# [DIRECTIONS FOR THIS TASK]
Go through the data below and retype all of it exactly.

# [INFORMATION SUPPLIED]
· · · ·

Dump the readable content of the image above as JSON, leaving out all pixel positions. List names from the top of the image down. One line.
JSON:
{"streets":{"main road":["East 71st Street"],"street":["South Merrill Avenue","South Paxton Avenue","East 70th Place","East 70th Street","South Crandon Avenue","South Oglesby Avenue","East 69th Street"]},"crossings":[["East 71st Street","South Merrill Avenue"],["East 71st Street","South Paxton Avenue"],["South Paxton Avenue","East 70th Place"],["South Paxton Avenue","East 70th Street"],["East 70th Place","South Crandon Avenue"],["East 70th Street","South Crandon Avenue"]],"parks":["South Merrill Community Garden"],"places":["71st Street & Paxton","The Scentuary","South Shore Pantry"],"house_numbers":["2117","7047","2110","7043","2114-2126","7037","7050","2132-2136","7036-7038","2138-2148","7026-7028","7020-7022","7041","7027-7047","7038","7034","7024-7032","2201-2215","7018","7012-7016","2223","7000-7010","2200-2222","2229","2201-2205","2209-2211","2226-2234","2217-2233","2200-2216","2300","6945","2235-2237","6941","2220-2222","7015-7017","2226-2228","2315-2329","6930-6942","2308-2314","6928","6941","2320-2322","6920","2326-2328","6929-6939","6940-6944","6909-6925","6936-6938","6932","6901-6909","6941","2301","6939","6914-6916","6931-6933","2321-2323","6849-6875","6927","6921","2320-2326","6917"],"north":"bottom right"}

· · · ·

# [ANSWER]
Dump the readable content of the image above as JSON, leaving out all pixel positions. List names from the top of the image down. One line.
JSON:
{"streets":{"main road":["East 71st Street"],"street":["South Merrill Avenue","South Paxton Avenue","East 70th Place","East 70th Street","South Crandon Avenue","South Oglesby Avenue","East 69th Street"]},"crossings":[["East 71st Street","South Merrill Avenue"],["East 71st Street","South Paxton Avenue"],["South Paxton Avenue","East 70th Place"],["South Paxton Avenue","East 70th Street"],["East 70th Place","South Crandon Avenue"],["East 70th Street","South Crandon Avenue"]],"parks":["South Merrill Community Garden"],"places":["71st Street & Paxton","The Scentuary","South Shore Pantry"],"house_numbers":["2117","7047","2110","7043","2114-2126","7037","7050","2132-2136","7036-7038","2138-2148","7026-7028","7020-7022","7041","7027-7047","7038","7034","7024-7032","2201-2215","7018","7012-7016","2223","7000-7010","2200-2222","2229","2201-2205","2209-2211","2226-2234","2217-2233","2200-2216","2300","6945","2235-2237","6941","2220-2222","7015-7017","2226-2228","2315-2329","6930-6942","2308-2314","6928","6941","2320-2322","6920","2326-2328","6929-6939","6940-6944","6909-6925","6936-6938","6932","6901-6909","6941","2301","6939","6914-6916","6931-6933","2321-2323","6849-6875","6927","6921","2320-2326","6917"],"north":"bottom right"}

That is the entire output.